**What is being asked:** State the number of lines in these records holding "shadow". Say nothing more.

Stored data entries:

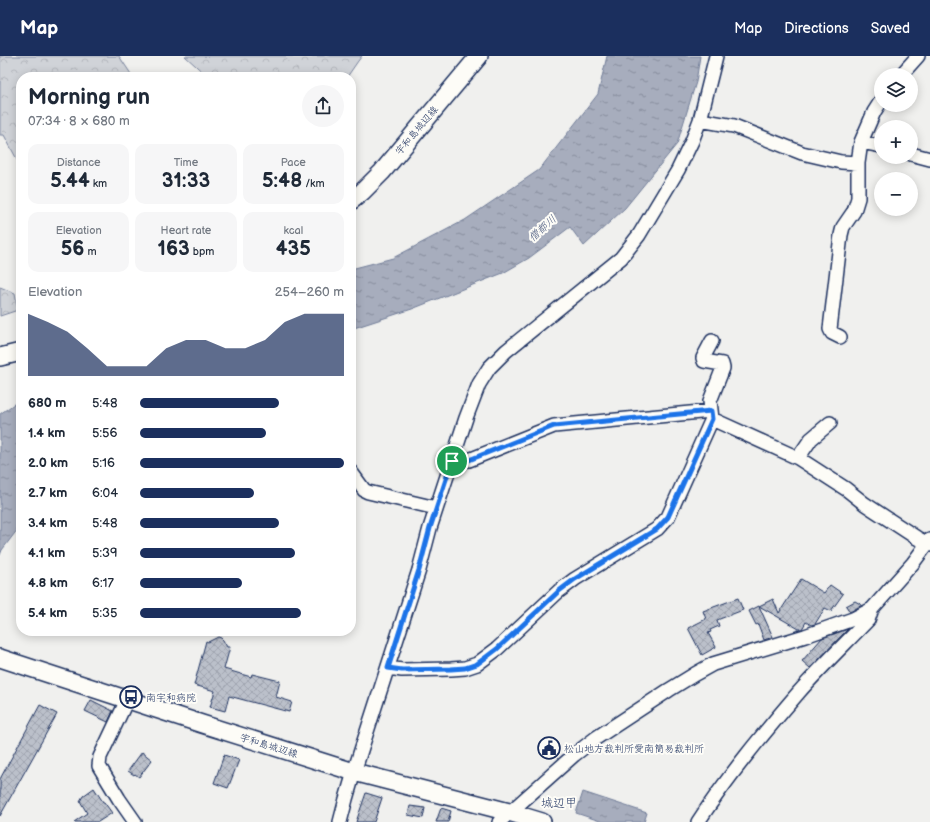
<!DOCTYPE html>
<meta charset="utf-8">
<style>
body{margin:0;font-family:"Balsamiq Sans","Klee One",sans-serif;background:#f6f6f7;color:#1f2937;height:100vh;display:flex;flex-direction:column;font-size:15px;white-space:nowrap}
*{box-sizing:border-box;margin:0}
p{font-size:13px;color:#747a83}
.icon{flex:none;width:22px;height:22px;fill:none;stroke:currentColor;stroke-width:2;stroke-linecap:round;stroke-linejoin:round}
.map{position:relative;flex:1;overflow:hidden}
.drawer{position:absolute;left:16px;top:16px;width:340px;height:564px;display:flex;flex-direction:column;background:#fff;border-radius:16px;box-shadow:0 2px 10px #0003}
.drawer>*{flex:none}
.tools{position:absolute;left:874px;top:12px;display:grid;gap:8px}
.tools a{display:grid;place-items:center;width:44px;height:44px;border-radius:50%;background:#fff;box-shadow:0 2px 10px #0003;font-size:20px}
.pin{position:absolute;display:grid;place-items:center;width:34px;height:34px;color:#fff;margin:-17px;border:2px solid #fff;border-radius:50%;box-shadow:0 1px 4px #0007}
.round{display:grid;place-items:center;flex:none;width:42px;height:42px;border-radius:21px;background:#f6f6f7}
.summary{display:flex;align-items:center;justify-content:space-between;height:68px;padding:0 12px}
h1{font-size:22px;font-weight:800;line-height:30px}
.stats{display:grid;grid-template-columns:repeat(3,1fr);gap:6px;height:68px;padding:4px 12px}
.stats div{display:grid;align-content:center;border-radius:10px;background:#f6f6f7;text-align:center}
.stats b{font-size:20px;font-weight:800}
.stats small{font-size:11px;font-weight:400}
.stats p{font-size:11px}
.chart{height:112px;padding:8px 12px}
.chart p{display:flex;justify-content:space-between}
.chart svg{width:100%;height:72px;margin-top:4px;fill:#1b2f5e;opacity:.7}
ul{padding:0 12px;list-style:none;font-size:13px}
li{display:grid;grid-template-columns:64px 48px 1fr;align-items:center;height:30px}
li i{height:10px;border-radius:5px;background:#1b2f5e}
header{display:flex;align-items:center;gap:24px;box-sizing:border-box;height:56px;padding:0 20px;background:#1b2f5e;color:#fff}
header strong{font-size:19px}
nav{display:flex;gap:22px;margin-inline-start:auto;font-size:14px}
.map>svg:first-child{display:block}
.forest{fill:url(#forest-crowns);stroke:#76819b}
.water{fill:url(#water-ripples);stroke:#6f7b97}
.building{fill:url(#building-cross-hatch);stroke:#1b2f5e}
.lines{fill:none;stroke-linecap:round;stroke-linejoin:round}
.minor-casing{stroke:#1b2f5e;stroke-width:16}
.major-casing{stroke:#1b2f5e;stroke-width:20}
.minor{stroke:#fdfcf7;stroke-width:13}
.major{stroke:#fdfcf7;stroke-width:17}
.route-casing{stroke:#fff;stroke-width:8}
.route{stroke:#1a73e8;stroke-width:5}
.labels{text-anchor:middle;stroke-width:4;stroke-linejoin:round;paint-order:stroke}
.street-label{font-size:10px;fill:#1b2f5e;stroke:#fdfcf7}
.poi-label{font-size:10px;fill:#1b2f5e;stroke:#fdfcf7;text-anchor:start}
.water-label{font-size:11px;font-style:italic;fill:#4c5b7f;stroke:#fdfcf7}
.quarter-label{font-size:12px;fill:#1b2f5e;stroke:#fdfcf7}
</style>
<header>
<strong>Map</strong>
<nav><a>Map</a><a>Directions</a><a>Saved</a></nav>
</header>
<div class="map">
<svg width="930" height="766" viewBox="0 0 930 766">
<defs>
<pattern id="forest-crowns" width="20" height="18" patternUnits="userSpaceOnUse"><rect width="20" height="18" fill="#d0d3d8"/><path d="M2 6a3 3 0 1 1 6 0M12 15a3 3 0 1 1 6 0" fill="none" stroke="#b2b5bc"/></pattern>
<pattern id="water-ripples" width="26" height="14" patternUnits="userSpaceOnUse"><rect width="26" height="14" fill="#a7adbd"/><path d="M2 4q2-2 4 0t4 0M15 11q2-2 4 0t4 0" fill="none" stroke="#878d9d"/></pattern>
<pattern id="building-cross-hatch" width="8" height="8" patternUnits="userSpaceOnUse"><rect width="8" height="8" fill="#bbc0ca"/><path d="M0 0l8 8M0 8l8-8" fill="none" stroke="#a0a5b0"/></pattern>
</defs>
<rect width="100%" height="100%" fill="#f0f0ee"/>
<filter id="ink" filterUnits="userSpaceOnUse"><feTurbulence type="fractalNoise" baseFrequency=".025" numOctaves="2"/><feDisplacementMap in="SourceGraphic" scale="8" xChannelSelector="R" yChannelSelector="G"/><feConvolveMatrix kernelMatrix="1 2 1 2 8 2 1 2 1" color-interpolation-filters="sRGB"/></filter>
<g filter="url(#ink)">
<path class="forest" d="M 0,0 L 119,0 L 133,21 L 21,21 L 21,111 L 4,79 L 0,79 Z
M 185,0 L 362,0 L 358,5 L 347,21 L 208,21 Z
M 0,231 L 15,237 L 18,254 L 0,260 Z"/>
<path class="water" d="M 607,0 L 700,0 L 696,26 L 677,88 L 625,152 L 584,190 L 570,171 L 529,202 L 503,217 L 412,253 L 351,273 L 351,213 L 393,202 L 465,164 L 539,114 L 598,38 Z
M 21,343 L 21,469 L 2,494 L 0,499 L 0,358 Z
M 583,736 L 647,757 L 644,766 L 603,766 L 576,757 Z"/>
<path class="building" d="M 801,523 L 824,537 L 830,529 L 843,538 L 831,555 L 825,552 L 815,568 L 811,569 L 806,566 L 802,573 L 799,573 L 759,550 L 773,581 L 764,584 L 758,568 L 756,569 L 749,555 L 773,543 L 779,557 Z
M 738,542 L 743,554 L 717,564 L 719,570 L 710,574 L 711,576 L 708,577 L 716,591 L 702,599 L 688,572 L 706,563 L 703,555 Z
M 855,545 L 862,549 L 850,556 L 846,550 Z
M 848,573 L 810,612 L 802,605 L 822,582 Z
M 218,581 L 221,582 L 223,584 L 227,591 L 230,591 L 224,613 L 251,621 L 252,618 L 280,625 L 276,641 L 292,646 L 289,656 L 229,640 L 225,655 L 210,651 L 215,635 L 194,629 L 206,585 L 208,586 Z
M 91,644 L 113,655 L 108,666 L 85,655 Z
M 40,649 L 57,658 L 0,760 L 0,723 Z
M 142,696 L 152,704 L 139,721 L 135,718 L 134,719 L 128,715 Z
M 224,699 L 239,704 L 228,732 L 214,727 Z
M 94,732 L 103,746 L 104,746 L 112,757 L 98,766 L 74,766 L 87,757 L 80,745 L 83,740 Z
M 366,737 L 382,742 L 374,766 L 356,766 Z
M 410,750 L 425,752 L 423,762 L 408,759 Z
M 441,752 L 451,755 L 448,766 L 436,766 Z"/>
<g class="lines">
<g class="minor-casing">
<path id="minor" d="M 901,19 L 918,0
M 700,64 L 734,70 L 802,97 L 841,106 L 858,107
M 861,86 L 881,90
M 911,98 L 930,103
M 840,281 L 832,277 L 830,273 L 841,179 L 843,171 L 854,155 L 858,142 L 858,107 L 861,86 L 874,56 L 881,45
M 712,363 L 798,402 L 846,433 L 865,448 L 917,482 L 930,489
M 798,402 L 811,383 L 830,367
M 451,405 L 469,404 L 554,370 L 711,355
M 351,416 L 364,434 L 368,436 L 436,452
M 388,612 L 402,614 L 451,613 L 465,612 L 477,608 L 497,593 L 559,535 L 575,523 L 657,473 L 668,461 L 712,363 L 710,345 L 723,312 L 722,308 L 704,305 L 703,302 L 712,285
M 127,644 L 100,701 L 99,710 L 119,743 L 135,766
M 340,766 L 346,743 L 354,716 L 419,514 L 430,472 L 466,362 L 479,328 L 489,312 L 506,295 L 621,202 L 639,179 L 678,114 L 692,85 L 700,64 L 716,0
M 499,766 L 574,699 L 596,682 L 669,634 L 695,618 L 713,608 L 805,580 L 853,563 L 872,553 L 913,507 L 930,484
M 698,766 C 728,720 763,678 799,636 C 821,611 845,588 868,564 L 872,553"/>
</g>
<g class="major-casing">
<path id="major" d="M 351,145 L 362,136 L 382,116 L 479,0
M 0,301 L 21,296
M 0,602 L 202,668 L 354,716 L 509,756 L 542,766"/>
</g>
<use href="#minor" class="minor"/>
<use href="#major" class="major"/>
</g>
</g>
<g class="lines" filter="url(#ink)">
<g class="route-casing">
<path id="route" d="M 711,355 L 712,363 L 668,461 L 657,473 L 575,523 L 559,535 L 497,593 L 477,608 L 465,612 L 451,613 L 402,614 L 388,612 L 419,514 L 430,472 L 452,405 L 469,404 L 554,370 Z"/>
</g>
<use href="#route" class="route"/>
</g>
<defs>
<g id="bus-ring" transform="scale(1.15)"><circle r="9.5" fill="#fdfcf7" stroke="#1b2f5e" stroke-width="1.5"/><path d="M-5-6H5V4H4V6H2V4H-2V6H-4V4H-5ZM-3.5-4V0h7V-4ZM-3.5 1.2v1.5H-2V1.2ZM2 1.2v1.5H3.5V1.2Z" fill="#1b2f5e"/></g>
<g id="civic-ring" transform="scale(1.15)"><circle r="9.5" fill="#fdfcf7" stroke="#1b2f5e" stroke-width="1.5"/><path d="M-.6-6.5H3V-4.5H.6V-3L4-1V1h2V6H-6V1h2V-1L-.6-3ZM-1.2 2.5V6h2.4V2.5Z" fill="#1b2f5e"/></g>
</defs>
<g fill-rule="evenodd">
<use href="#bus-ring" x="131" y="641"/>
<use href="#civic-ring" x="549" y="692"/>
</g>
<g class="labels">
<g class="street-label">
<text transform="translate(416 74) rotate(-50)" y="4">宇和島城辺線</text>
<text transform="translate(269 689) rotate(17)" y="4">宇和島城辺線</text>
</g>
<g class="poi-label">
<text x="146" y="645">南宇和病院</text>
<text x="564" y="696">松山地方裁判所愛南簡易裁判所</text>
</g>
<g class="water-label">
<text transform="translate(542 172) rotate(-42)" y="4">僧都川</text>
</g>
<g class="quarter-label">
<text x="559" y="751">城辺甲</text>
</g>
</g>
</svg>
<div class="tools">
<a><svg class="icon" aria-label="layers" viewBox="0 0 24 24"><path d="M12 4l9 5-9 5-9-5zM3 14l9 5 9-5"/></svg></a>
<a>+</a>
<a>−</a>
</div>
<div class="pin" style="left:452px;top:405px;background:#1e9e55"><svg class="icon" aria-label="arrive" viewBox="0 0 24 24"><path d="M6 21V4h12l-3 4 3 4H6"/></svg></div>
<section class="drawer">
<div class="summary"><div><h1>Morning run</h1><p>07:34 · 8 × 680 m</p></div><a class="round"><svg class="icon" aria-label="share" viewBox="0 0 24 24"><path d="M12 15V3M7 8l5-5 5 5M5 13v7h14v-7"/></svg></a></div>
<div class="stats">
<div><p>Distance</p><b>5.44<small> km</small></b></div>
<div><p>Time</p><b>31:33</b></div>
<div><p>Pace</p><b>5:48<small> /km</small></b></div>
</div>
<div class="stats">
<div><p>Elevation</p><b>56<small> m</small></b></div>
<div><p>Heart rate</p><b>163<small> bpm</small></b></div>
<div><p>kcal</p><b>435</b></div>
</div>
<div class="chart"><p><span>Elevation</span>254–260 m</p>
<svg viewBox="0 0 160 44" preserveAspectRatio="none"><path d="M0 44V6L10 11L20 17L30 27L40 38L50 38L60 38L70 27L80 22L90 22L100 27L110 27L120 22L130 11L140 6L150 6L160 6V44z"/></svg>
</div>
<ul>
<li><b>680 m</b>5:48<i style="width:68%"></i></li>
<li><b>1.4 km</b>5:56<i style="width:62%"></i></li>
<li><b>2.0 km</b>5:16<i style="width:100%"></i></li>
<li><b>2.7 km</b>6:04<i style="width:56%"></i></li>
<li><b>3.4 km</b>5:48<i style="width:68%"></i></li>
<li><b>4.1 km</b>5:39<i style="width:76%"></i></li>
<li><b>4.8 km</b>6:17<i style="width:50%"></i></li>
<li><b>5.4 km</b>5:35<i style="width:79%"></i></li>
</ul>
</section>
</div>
--
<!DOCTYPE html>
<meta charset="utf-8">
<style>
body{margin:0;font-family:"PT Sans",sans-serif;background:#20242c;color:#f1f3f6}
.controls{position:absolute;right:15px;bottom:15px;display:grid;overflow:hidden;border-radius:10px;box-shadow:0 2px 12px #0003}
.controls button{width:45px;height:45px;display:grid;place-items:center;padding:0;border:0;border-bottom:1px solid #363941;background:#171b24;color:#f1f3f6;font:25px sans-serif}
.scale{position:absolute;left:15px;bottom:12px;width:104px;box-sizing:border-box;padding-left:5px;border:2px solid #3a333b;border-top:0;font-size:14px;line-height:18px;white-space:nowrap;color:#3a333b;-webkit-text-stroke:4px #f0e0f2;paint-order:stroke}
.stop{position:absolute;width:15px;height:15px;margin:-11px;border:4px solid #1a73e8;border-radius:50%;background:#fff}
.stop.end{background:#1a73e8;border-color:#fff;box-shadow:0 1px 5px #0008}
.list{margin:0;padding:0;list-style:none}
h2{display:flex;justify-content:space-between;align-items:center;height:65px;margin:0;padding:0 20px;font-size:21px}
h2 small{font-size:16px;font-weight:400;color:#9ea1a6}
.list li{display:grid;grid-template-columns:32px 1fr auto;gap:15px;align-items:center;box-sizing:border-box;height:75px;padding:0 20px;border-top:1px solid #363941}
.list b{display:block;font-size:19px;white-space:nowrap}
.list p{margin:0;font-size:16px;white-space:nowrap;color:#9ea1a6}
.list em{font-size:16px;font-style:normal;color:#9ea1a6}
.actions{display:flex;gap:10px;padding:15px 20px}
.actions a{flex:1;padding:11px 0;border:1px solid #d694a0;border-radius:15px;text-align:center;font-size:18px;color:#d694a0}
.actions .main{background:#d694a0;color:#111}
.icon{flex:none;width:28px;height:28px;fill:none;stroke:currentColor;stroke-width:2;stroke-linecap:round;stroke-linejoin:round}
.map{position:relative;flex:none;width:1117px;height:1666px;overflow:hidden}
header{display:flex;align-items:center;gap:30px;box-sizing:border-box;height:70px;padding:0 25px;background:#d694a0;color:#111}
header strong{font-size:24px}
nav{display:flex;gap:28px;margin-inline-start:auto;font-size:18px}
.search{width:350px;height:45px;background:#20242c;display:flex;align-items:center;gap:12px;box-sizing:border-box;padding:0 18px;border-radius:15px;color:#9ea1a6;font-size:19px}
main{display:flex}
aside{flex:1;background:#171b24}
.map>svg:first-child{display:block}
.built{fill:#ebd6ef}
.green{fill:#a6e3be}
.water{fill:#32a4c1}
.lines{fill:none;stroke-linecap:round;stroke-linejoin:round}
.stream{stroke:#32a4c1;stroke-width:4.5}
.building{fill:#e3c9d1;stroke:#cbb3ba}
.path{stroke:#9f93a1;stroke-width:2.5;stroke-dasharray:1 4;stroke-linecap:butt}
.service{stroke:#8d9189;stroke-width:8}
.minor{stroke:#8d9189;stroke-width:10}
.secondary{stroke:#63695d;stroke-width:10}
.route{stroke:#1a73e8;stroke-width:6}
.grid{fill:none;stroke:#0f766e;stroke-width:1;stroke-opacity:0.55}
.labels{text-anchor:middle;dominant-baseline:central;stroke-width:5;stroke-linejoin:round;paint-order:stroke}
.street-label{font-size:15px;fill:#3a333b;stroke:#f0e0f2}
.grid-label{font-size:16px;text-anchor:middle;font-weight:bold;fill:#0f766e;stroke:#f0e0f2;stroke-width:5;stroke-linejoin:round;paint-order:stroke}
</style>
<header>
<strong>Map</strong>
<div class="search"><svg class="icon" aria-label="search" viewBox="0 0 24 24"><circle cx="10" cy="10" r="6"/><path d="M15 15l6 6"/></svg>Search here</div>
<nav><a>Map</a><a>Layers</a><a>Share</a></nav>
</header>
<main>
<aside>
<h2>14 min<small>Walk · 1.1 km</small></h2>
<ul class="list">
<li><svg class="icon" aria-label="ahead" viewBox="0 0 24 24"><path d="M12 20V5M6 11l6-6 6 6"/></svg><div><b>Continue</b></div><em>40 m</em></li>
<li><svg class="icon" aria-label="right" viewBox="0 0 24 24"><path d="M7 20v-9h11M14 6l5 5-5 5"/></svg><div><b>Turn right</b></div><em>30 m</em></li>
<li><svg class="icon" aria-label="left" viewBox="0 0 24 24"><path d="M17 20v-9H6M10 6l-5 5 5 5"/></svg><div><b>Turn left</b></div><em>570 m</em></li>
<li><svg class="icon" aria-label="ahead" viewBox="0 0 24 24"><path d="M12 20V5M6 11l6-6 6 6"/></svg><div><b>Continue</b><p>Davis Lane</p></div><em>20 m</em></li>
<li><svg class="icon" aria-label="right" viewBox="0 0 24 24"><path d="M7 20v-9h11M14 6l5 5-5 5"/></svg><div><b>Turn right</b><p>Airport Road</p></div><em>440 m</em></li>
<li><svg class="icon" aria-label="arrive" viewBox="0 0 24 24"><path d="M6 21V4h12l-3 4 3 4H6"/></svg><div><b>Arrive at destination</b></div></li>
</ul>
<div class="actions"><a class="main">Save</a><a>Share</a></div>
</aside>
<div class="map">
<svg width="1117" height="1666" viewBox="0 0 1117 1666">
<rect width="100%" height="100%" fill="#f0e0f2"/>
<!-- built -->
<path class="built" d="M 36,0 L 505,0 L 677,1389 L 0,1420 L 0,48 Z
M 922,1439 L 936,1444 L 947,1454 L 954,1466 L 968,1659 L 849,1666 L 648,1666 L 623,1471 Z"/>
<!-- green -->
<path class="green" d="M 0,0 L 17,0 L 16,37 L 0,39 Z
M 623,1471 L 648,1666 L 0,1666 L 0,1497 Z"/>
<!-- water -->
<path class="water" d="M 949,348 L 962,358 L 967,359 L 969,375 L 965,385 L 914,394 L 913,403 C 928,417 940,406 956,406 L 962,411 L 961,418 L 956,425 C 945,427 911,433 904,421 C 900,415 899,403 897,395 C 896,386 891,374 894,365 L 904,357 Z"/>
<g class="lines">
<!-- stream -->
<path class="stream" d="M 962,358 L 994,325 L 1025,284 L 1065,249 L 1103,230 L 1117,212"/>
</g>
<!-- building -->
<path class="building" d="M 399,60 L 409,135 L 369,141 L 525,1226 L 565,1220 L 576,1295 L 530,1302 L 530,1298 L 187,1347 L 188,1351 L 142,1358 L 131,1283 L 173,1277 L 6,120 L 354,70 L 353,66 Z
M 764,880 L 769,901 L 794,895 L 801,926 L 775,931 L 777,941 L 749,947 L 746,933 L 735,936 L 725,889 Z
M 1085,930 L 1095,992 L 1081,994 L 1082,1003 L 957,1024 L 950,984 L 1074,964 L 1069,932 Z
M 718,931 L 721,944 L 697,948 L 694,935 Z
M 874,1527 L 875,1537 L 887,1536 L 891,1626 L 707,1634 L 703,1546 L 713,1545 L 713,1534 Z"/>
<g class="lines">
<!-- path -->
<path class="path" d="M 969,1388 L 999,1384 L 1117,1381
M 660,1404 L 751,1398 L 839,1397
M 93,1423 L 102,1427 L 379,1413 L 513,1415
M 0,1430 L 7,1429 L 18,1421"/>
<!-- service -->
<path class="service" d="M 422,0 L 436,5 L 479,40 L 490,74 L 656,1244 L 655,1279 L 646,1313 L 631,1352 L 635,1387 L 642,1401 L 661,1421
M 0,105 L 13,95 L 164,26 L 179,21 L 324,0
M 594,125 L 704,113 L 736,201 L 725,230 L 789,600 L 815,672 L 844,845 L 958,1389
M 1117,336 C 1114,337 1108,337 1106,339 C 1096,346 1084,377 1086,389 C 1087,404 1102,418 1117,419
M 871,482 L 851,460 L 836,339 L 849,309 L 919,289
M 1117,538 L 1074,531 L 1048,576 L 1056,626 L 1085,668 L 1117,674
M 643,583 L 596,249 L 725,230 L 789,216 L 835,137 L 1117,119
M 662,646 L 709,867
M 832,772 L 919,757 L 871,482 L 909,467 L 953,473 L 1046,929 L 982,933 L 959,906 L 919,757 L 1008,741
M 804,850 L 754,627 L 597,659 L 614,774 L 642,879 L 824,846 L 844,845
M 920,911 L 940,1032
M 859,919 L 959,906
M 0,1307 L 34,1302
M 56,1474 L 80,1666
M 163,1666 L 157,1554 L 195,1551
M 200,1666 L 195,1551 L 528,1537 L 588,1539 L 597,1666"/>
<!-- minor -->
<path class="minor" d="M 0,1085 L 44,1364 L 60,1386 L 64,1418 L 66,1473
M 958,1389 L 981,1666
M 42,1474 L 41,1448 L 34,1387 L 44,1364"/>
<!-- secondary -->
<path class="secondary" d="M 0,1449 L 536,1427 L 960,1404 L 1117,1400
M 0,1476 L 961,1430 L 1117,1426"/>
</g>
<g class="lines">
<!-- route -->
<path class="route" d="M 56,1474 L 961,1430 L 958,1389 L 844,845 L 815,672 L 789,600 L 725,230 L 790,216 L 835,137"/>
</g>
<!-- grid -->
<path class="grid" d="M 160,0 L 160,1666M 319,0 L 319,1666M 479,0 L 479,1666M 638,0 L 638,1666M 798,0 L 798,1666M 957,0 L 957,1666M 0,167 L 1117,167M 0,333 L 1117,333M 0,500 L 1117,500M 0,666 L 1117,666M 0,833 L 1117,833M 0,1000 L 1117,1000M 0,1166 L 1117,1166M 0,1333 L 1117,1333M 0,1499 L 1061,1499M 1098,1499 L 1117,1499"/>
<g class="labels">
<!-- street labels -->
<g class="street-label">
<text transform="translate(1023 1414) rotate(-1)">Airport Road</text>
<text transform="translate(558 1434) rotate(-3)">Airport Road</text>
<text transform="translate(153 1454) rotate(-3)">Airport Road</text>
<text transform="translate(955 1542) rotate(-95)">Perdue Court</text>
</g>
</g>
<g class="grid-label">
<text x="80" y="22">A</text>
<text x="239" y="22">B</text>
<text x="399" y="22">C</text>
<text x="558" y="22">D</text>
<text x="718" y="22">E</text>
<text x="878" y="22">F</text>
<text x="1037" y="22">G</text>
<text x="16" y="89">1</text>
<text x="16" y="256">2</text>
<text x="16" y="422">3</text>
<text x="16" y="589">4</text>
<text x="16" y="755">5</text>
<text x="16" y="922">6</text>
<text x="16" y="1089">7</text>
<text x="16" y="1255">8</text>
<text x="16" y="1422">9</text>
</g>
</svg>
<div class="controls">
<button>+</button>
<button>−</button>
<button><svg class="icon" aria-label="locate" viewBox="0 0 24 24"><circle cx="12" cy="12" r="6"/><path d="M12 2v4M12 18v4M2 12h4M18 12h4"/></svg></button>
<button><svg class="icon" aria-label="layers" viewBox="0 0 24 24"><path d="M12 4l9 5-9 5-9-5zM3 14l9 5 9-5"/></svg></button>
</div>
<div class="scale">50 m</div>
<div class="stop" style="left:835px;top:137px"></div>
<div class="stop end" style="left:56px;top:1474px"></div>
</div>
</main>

**Solution to this task:** 5